• WHAT YOU NEED TO DO
The required output is the exact run of lines below that opens at the line with "display:flex; align-items:center; gap:28px;" and closes at the line with "M1438,0L1443,15L1425,21L1428,34H1382L1375,6L1395,0Z".

• MATERIAL PROVIDED
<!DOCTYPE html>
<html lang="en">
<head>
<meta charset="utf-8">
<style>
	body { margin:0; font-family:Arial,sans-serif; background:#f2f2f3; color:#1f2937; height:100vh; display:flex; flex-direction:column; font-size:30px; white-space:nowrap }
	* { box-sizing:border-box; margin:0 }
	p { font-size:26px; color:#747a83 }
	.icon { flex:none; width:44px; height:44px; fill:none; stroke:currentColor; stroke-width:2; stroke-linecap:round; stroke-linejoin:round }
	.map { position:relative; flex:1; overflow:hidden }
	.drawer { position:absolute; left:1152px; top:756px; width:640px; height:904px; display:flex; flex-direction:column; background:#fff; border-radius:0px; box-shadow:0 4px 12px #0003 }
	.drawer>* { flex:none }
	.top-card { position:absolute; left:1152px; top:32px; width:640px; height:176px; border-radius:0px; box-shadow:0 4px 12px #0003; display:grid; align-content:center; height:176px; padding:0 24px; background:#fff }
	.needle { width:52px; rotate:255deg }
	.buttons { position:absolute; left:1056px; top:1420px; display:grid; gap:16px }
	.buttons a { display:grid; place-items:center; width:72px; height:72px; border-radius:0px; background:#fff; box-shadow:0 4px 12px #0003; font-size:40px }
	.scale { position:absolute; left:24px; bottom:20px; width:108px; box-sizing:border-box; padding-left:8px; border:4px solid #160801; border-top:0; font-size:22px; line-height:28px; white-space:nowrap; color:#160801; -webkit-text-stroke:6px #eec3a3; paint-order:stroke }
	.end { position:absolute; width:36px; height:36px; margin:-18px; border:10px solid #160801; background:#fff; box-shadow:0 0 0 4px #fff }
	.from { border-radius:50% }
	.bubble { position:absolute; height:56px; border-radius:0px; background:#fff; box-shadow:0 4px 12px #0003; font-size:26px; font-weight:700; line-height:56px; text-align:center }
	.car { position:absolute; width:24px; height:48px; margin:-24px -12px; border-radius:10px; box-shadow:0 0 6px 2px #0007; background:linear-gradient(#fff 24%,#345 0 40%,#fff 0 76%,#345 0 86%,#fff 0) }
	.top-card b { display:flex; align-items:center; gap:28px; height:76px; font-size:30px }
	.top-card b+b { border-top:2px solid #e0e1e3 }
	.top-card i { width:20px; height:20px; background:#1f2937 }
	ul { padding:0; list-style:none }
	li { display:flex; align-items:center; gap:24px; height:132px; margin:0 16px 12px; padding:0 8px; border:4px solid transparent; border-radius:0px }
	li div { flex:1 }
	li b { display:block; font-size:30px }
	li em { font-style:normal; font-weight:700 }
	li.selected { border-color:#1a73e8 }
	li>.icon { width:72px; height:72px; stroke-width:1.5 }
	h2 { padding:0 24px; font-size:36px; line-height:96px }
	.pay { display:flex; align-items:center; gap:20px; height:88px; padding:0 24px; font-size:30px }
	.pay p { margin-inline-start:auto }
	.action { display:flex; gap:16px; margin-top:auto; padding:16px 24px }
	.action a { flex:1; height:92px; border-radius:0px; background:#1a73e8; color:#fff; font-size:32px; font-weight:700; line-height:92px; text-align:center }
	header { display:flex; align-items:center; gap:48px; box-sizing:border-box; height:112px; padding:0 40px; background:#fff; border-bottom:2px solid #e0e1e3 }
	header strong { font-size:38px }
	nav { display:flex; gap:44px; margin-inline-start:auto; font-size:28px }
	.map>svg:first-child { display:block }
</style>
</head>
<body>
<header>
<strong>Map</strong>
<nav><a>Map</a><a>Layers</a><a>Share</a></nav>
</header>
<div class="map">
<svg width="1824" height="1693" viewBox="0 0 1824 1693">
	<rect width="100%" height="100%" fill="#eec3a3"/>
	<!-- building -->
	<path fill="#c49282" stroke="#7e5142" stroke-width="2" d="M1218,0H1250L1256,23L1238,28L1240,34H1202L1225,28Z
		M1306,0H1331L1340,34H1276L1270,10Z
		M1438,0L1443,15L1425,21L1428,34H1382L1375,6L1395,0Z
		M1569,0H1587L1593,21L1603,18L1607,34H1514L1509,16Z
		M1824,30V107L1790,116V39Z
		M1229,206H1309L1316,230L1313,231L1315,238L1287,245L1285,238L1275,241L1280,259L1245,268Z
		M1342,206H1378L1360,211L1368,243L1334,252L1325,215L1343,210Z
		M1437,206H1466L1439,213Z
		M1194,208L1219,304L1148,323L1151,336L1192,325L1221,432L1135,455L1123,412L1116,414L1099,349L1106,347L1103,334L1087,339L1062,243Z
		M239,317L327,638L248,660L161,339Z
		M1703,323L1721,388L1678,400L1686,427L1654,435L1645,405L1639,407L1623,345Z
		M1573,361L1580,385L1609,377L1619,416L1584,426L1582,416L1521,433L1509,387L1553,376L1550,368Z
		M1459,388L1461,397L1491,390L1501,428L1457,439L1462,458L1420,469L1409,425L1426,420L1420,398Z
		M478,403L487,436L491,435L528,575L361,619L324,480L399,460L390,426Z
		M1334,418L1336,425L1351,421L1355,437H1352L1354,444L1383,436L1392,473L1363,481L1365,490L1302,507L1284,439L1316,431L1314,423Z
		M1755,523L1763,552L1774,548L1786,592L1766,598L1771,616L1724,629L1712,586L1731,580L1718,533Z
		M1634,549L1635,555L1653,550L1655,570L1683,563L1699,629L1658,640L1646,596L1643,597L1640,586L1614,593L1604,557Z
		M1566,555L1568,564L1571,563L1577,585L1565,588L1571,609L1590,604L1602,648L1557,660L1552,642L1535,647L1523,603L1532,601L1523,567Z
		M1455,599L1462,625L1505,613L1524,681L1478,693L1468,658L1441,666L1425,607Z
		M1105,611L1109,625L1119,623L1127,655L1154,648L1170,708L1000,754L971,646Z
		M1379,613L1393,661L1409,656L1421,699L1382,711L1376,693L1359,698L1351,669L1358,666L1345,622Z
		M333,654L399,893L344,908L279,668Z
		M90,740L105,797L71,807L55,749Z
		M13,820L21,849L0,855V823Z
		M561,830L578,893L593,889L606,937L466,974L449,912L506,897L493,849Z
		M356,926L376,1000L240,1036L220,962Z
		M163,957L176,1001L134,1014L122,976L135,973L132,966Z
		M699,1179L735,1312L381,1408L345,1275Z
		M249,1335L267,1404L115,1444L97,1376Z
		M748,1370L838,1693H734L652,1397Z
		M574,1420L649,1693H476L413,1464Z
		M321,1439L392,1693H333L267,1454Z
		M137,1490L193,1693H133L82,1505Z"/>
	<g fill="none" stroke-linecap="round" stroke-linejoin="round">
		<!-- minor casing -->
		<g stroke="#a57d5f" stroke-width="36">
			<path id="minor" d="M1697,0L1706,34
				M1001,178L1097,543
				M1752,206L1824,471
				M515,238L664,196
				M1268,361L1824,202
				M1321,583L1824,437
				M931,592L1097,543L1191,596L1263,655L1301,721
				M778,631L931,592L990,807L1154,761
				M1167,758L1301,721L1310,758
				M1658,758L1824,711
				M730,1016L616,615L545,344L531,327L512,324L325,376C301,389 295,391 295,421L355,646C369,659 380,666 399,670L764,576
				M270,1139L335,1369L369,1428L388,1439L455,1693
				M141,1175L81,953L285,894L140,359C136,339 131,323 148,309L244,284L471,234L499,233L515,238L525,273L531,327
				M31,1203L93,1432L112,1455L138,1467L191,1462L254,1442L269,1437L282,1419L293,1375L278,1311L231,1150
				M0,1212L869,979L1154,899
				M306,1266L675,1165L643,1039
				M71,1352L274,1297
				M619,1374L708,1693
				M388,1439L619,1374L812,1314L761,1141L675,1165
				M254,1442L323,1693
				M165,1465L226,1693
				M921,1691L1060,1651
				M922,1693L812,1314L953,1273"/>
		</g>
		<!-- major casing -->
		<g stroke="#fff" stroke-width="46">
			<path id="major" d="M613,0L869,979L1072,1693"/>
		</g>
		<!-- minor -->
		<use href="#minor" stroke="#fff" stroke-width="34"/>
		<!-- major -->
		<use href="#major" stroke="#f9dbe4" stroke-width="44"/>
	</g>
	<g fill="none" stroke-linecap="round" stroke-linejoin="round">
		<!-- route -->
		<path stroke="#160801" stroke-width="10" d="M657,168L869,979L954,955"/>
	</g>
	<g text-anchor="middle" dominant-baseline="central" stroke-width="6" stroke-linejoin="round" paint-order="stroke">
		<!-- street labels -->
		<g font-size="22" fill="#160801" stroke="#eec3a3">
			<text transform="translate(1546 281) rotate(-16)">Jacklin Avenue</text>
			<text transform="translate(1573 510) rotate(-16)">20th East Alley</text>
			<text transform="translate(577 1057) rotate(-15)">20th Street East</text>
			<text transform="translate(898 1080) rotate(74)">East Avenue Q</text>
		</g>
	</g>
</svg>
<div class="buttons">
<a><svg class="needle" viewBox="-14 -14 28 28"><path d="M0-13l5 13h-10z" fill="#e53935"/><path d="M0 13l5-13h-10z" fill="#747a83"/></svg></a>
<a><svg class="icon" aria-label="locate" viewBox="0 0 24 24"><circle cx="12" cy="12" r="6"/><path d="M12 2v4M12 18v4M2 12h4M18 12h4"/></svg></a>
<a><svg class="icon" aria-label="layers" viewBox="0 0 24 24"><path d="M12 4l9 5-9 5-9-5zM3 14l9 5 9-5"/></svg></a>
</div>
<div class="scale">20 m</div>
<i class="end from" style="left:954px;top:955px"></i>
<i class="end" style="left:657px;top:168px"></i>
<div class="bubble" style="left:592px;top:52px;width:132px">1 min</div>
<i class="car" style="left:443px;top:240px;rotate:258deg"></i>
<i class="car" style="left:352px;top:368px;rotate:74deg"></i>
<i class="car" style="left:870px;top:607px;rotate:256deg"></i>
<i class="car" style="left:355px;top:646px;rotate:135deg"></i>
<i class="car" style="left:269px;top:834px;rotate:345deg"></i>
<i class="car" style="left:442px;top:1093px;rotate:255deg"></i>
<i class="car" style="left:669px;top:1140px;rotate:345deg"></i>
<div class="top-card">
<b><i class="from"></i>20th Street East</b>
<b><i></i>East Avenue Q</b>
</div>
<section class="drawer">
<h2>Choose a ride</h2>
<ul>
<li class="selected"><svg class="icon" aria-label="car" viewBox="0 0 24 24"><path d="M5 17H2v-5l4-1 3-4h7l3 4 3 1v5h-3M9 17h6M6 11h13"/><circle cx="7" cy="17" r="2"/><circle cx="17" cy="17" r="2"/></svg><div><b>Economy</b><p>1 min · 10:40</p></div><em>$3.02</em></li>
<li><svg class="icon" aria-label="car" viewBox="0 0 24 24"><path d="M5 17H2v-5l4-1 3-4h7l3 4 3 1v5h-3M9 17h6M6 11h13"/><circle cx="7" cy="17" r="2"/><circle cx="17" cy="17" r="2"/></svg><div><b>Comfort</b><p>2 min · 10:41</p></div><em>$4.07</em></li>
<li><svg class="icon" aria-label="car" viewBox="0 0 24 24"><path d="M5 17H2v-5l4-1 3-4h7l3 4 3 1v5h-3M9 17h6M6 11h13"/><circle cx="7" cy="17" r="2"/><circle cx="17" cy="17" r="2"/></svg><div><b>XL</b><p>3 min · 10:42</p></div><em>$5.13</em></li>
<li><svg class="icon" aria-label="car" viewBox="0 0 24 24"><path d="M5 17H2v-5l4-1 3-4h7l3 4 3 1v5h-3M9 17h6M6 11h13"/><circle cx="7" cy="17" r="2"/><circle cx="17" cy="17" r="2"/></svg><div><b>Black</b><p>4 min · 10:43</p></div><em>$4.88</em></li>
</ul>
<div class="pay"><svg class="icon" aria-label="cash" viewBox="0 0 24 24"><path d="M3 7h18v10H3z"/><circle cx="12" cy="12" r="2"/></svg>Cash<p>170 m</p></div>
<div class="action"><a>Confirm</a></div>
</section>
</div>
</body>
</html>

• EXERCISE SOLUTION
	.top-card b { display:flex; align-items:center; gap:28px; height:76px; font-size:30px }
	.top-card b+b { border-top:2px solid #e0e1e3 }
	.top-card i { width:20px; height:20px; background:#1f2937 }
	ul { padding:0; list-style:none }
	li { display:flex; align-items:center; gap:24px; height:132px; margin:0 16px 12px; padding:0 8px; border:4px solid transparent; border-radius:0px }
	li div { flex:1 }
	li b { display:block; font-size:30px }
	li em { font-style:normal; font-weight:700 }
	li.selected { border-color:#1a73e8 }
	li>.icon { width:72px; height:72px; stroke-width:1.5 }
	h2 { padding:0 24px; font-size:36px; line-height:96px }
	.pay { display:flex; align-items:center; gap:20px; height:88px; padding:0 24px; font-size:30px }
	.pay p { margin-inline-start:auto }
	.action { display:flex; gap:16px; margin-top:auto; padding:16px 24px }
	.action a { flex:1; height:92px; border-radius:0px; background:#1a73e8; color:#fff; font-size:32px; font-weight:700; line-height:92px; text-align:center }
	header { display:flex; align-items:center; gap:48px; box-sizing:border-box; height:112px; padding:0 40px; background:#fff; border-bottom:2px solid #e0e1e3 }
	header strong { font-size:38px }
	nav { display:flex; gap:44px; margin-inline-start:auto; font-size:28px }
	.map>svg:first-child { display:block }
</style>
</head>
<body>
<header>
<strong>Map</strong>
<nav><a>Map</a><a>Layers</a><a>Share</a></nav>
</header>
<div class="map">
<svg width="1824" height="1693" viewBox="0 0 1824 1693">
	<rect width="100%" height="100%" fill="#eec3a3"/>
	<!-- building -->
	<path fill="#c49282" stroke="#7e5142" stroke-width="2" d="M1218,0H1250L1256,23L1238,28L1240,34H1202L1225,28Z
		M1306,0H1331L1340,34H1276L1270,10Z
		M1438,0L1443,15L1425,21L1428,34H1382L1375,6L1395,0Z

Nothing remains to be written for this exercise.